### WHAT THE EXERCISE ASKS
No record may be left out; print them all verbatim.

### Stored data
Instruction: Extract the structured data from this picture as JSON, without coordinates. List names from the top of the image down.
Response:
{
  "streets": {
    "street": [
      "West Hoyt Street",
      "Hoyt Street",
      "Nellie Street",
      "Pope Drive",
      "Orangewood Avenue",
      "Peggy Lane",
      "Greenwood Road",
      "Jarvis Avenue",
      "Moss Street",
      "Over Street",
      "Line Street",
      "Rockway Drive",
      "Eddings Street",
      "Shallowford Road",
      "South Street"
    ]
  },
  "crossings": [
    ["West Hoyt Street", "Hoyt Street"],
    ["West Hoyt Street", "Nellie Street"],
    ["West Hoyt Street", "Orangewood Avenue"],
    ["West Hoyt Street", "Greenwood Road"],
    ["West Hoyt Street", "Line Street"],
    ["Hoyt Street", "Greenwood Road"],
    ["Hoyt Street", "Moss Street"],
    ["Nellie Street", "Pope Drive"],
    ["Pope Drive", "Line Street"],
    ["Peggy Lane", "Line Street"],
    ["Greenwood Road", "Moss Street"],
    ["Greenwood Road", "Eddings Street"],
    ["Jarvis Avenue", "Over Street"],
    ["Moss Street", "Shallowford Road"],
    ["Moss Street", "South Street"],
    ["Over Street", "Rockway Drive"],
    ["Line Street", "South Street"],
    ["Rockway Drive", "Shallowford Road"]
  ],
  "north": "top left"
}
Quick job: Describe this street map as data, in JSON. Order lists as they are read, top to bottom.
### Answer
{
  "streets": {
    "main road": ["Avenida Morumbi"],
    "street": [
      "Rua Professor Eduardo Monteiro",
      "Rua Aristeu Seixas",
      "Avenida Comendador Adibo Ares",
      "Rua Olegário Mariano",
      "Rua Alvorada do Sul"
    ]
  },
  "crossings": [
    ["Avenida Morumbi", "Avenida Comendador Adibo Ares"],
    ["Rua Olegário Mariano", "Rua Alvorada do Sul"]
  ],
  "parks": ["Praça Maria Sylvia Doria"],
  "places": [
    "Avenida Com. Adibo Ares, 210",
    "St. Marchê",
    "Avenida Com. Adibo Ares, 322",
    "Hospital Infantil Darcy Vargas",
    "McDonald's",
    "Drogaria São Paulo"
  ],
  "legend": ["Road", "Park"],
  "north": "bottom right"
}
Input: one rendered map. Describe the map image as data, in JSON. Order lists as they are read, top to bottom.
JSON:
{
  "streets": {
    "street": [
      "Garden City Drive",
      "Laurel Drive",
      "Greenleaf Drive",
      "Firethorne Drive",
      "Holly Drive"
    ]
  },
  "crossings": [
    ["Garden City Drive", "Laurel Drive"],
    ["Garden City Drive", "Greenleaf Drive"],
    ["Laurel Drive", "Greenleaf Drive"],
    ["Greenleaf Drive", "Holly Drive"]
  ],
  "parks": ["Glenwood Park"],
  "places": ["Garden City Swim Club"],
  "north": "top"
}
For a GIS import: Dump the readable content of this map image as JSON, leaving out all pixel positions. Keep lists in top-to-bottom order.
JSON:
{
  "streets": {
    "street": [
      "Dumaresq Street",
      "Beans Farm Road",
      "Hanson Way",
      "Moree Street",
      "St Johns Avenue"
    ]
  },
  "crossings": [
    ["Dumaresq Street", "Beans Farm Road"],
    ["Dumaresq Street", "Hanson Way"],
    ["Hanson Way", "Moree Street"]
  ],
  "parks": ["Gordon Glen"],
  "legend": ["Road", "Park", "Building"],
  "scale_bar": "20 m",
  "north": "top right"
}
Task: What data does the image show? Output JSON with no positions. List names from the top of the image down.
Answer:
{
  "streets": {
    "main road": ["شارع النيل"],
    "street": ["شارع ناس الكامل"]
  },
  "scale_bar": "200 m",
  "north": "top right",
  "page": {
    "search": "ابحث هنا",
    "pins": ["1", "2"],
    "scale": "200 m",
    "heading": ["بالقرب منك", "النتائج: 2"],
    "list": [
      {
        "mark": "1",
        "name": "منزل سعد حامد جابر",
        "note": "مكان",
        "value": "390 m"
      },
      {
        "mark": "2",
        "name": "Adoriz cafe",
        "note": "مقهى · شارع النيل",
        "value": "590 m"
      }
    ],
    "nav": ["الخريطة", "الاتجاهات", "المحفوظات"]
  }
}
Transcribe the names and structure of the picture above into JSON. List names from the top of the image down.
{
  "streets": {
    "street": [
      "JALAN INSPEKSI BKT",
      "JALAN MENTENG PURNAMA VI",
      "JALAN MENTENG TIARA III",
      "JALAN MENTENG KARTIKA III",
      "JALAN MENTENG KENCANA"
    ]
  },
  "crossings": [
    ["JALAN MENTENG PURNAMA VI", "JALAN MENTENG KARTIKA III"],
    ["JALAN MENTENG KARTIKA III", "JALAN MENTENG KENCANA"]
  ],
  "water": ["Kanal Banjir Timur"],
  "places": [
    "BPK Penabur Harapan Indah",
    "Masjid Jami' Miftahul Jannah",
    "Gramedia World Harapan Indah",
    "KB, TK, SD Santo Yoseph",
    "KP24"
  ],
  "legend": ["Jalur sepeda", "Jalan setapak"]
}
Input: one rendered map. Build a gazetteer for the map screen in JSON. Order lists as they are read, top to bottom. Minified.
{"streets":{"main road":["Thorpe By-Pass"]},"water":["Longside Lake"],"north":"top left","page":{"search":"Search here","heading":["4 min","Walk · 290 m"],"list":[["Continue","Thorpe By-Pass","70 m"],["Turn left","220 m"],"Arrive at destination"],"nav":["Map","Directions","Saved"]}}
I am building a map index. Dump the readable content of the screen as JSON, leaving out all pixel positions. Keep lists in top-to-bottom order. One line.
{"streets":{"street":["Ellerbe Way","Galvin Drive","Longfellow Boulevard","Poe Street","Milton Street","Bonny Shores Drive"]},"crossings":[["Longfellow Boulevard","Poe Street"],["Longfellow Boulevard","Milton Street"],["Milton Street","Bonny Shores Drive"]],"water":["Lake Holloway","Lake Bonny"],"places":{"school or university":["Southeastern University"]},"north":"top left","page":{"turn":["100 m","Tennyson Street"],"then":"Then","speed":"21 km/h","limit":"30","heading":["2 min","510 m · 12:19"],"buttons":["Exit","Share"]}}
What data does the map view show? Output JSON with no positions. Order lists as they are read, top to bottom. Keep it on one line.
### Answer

### OUTPUT OF THE EXERCISE
Instruction: Extract the structured data from this picture as JSON, without coordinates. List names from the top of the image down.
Response:
{
  "streets": {
    "street": [
      "West Hoyt Street",
      "Hoyt Street",
      "Nellie Street",
      "Pope Drive",
      "Orangewood Avenue",
      "Peggy Lane",
      "Greenwood Road",
      "Jarvis Avenue",
      "Moss Street",
      "Over Street",
      "Line Street",
      "Rockway Drive",
      "Eddings Street",
      "Shallowford Road",
      "South Street"
    ]
  },
  "crossings": [
    ["West Hoyt Street", "Hoyt Street"],
    ["West Hoyt Street", "Nellie Street"],
    ["West Hoyt Street", "Orangewood Avenue"],
    ["West Hoyt Street", "Greenwood Road"],
    ["West Hoyt Street", "Line Street"],
    ["Hoyt Street", "Greenwood Road"],
    ["Hoyt Street", "Moss Street"],
    ["Nellie Street", "Pope Drive"],
    ["Pope Drive", "Line Street"],
    ["Peggy Lane", "Line Street"],
    ["Greenwood Road", "Moss Street"],
    ["Greenwood Road", "Eddings Street"],
    ["Jarvis Avenue", "Over Street"],
    ["Moss Street", "Shallowford Road"],
    ["Moss Street", "South Street"],
    ["Over Street", "Rockway Drive"],
    ["Line Street", "South Street"],
    ["Rockway Drive", "Shallowford Road"]
  ],
  "north": "top left"
}
Quick job: Describe this street map as data, in JSON. Order lists as they are read, top to bottom.
### Answer
{
  "streets": {
    "main road": ["Avenida Morumbi"],
    "street": [
      "Rua Professor Eduardo Monteiro",
      "Rua Aristeu Seixas",
      "Avenida Comendador Adibo Ares",
      "Rua Olegário Mariano",
      "Rua Alvorada do Sul"
    ]
  },
  "crossings": [
    ["Avenida Morumbi", "Avenida Comendador Adibo Ares"],
    ["Rua Olegário Mariano", "Rua Alvorada do Sul"]
  ],
  "parks": ["Praça Maria Sylvia Doria"],
  "places": [
    "Avenida Com. Adibo Ares, 210",
    "St. Marchê",
    "Avenida Com. Adibo Ares, 322",
    "Hospital Infantil Darcy Vargas",
    "McDonald's",
    "Drogaria São Paulo"
  ],
  "legend": ["Road", "Park"],
  "north": "bottom right"
}
Input: one rendered map. Describe the map image as data, in JSON. Order lists as they are read, top to bottom.
JSON:
{
  "streets": {
    "street": [
      "Garden City Drive",
      "Laurel Drive",
      "Greenleaf Drive",
      "Firethorne Drive",
      "Holly Drive"
    ]
  },
  "crossings": [
    ["Garden City Drive", "Laurel Drive"],
    ["Garden City Drive", "Greenleaf Drive"],
    ["Laurel Drive", "Greenleaf Drive"],
    ["Greenleaf Drive", "Holly Drive"]
  ],
  "parks": ["Glenwood Park"],
  "places": ["Garden City Swim Club"],
  "north": "top"
}
For a GIS import: Dump the readable content of this map image as JSON, leaving out all pixel positions. Keep lists in top-to-bottom order.
JSON:
{
  "streets": {
    "street": [
      "Dumaresq Street",
      "Beans Farm Road",
      "Hanson Way",
      "Moree Street",
      "St Johns Avenue"
    ]
  },
  "crossings": [
    ["Dumaresq Street", "Beans Farm Road"],
    ["Dumaresq Street", "Hanson Way"],
    ["Hanson Way", "Moree Street"]
  ],
  "parks": ["Gordon Glen"],
  "legend": ["Road", "Park", "Building"],
  "scale_bar": "20 m",
  "north": "top right"
}
Task: What data does the image show? Output JSON with no positions. List names from the top of the image down.
Answer:
{
  "streets": {
    "main road": ["شارع النيل"],
    "street": ["شارع ناس الكامل"]
  },
  "scale_bar": "200 m",
  "north": "top right",
  "page": {
    "search": "ابحث هنا",
    "pins": ["1", "2"],
    "scale": "200 m",
    "heading": ["بالقرب منك", "النتائج: 2"],
    "list": [
      {
        "mark": "1",
        "name": "منزل سعد حامد جابر",
        "note": "مكان",
        "value": "390 m"
      },
      {
        "mark": "2",
        "name": "Adoriz cafe",
        "note": "مقهى · شارع النيل",
        "value": "590 m"
      }
    ],
    "nav": ["الخريطة", "الاتجاهات", "المحفوظات"]
  }
}
Transcribe the names and structure of the picture above into JSON. List names from the top of the image down.
{
  "streets": {
    "street": [
      "JALAN INSPEKSI BKT",
      "JALAN MENTENG PURNAMA VI",
      "JALAN MENTENG TIARA III",
      "JALAN MENTENG KARTIKA III",
      "JALAN MENTENG KENCANA"
    ]
  },
  "crossings": [
    ["JALAN MENTENG PURNAMA VI", "JALAN MENTENG KARTIKA III"],
    ["JALAN MENTENG KARTIKA III", "JALAN MENTENG KENCANA"]
  ],
  "water": ["Kanal Banjir Timur"],
  "places": [
    "BPK Penabur Harapan Indah",
    "Masjid Jami' Miftahul Jannah",
    "Gramedia World Harapan Indah",
    "KB, TK, SD Santo Yoseph",
    "KP24"
  ],
  "legend": ["Jalur sepeda", "Jalan setapak"]
}
Input: one rendered map. Build a gazetteer for the map screen in JSON. Order lists as they are read, top to bottom. Minified.
{"streets":{"main road":["Thorpe By-Pass"]},"water":["Longside Lake"],"north":"top left","page":{"search":"Search here","heading":["4 min","Walk · 290 m"],"list":[["Continue","Thorpe By-Pass","70 m"],["Turn left","220 m"],"Arrive at destination"],"nav":["Map","Directions","Saved"]}}
I am building a map index. Dump the readable content of the screen as JSON, leaving out all pixel positions. Keep lists in top-to-bottom order. One line.
{"streets":{"street":["Ellerbe Way","Galvin Drive","Longfellow Boulevard","Poe Street","Milton Street","Bonny Shores Drive"]},"crossings":[["Longfellow Boulevard","Poe Street"],["Longfellow Boulevard","Milton Street"],["Milton Street","Bonny Shores Drive"]],"water":["Lake Holloway","Lake Bonny"],"places":{"school or university":["Southeastern University"]},"north":"top left","page":{"turn":["100 m","Tennyson Street"],"then":"Then","speed":"21 km/h","limit":"30","heading":["2 min","510 m · 12:19"],"buttons":["Exit","Share"]}}
What data does the map view show? Output JSON with no positions. Order lists as they are read, top to bottom. Keep it on one line.
### Answer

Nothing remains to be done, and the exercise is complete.